YOUR TASK> Copy out each line featuring the string "with" from the entries beneath.

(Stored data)
________________
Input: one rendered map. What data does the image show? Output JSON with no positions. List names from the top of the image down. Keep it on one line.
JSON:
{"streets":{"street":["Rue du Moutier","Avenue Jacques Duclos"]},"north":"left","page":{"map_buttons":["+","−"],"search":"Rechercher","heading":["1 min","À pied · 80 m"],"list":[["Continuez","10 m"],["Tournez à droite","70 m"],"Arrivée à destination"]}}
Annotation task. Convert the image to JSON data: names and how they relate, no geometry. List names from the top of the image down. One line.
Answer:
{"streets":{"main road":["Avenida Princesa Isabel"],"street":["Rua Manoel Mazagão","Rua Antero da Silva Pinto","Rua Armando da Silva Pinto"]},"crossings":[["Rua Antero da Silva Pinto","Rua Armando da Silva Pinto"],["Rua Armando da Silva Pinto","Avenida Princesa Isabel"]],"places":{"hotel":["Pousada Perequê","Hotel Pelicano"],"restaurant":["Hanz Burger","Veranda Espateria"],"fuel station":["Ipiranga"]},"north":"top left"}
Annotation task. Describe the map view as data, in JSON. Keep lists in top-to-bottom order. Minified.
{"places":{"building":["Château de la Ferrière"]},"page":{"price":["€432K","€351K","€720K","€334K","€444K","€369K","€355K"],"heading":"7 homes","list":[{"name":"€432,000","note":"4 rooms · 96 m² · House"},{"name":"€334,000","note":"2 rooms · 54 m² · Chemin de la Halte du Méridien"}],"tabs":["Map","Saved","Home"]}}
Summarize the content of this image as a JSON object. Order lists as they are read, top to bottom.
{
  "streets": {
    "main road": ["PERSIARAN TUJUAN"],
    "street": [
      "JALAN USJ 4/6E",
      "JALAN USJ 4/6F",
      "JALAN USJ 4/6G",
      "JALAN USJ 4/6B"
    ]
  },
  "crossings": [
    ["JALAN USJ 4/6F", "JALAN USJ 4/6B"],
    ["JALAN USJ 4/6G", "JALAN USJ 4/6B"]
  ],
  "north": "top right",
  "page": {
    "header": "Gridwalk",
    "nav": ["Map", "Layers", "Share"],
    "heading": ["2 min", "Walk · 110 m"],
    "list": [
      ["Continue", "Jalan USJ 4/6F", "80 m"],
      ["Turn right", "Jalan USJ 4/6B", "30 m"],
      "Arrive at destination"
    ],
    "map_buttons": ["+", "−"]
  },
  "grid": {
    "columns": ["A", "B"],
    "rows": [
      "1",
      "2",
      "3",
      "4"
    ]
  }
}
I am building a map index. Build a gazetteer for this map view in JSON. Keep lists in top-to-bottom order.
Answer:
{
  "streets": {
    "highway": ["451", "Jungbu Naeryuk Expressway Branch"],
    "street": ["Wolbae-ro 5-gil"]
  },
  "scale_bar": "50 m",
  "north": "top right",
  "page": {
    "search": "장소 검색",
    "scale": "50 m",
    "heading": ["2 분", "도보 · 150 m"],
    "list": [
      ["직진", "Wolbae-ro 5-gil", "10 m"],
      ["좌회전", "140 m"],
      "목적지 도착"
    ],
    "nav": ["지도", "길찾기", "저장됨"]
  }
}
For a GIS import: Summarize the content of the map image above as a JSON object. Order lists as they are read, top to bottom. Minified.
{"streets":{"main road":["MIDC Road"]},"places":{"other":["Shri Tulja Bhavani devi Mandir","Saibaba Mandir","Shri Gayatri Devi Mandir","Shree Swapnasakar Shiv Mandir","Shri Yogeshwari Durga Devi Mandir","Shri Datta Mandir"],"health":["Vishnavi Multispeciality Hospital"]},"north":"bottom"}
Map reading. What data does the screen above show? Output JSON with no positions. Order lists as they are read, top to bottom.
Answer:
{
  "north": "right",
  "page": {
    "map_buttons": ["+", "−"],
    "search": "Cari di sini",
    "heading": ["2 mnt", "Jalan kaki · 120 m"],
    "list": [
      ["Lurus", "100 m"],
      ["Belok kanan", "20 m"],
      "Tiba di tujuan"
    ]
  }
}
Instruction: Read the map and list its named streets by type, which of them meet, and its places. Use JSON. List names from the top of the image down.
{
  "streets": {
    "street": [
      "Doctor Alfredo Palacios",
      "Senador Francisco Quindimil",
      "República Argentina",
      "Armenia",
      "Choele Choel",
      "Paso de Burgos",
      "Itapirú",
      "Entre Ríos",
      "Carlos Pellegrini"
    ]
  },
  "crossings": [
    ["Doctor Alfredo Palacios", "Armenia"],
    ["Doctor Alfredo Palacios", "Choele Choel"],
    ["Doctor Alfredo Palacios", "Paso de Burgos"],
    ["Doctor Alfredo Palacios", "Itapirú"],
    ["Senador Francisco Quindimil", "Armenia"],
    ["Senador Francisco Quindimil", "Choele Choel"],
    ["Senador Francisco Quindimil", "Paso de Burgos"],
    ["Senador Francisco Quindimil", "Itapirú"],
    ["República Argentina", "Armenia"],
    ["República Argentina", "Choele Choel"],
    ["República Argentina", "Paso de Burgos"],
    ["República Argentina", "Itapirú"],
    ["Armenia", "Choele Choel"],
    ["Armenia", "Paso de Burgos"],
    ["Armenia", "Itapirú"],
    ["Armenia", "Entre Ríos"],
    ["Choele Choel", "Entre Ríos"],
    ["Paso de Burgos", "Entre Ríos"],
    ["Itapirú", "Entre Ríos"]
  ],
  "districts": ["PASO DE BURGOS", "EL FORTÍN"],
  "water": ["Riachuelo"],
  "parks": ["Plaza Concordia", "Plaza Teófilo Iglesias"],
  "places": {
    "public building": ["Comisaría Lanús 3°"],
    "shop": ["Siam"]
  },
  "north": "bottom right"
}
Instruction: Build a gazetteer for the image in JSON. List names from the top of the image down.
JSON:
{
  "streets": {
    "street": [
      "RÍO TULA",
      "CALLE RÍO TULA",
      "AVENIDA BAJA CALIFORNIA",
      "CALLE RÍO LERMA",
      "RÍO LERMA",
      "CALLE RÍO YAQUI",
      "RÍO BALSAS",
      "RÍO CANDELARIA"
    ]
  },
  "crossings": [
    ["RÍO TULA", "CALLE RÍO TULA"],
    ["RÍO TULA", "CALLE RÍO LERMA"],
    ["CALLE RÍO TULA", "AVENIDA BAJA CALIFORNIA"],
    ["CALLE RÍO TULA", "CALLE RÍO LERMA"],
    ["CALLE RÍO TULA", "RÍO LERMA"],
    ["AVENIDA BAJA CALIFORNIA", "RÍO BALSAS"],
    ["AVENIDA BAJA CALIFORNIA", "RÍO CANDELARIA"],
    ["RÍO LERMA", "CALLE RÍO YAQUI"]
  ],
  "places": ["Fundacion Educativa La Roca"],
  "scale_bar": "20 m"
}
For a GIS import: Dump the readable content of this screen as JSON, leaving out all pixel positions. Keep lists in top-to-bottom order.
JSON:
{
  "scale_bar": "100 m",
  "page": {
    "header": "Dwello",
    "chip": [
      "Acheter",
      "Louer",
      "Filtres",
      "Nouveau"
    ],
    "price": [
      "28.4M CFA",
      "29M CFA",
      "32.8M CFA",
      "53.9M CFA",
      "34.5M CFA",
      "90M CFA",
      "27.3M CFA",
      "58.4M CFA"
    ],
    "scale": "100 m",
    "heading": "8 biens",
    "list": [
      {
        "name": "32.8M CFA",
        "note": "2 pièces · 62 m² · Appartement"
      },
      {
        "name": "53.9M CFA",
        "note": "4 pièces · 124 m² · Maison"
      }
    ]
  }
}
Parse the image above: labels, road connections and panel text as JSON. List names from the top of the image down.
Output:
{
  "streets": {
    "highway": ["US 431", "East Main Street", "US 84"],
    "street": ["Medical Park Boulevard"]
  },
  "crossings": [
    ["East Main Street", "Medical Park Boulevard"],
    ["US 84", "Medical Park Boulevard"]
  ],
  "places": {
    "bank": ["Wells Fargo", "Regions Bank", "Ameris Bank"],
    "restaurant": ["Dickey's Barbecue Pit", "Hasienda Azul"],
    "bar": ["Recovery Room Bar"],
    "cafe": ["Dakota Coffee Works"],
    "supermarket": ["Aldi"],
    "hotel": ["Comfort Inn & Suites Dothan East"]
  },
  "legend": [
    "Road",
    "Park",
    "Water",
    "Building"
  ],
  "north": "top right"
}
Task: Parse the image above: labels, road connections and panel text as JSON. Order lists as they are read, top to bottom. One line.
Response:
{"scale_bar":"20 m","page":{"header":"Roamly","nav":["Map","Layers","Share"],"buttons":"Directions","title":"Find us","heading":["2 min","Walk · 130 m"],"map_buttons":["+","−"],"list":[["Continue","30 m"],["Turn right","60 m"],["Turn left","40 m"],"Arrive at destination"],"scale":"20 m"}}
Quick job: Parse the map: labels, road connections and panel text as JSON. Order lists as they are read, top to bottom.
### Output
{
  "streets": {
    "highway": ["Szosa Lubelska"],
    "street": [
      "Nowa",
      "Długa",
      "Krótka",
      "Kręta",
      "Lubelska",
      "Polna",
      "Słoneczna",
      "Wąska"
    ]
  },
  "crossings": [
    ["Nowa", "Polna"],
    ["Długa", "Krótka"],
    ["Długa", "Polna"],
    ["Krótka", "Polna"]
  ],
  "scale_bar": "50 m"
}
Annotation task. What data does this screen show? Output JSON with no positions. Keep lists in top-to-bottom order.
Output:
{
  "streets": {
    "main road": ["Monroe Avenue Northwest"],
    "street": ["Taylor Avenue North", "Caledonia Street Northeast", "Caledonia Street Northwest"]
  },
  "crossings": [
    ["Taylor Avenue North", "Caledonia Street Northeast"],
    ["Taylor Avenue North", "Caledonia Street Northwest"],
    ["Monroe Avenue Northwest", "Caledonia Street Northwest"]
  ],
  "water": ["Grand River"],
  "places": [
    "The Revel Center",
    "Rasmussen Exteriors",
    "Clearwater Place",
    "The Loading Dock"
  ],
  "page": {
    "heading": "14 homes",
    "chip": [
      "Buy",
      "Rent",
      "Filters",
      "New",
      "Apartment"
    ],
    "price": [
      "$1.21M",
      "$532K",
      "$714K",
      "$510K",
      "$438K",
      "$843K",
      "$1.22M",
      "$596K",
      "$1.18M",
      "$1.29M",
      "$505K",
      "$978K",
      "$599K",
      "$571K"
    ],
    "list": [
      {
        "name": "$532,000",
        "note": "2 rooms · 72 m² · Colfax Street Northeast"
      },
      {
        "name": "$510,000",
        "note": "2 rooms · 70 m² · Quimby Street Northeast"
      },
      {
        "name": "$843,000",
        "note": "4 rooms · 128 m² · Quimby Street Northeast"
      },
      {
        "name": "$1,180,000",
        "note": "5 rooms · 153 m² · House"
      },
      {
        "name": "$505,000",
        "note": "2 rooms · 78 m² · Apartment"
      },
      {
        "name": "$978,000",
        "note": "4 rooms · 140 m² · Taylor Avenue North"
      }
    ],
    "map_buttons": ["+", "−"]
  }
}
________________
SOLVED PROBLEM>
Input: one rendered map. What data does the image show? Output JSON with no positions. List names from the top of the image down. Keep it on one line.
Map reading. What data does the screen above show? Output JSON with no positions. Order lists as they are read, top to bottom.
Annotation task. What data does this screen show? Output JSON with no positions. Keep lists in top-to-bottom order.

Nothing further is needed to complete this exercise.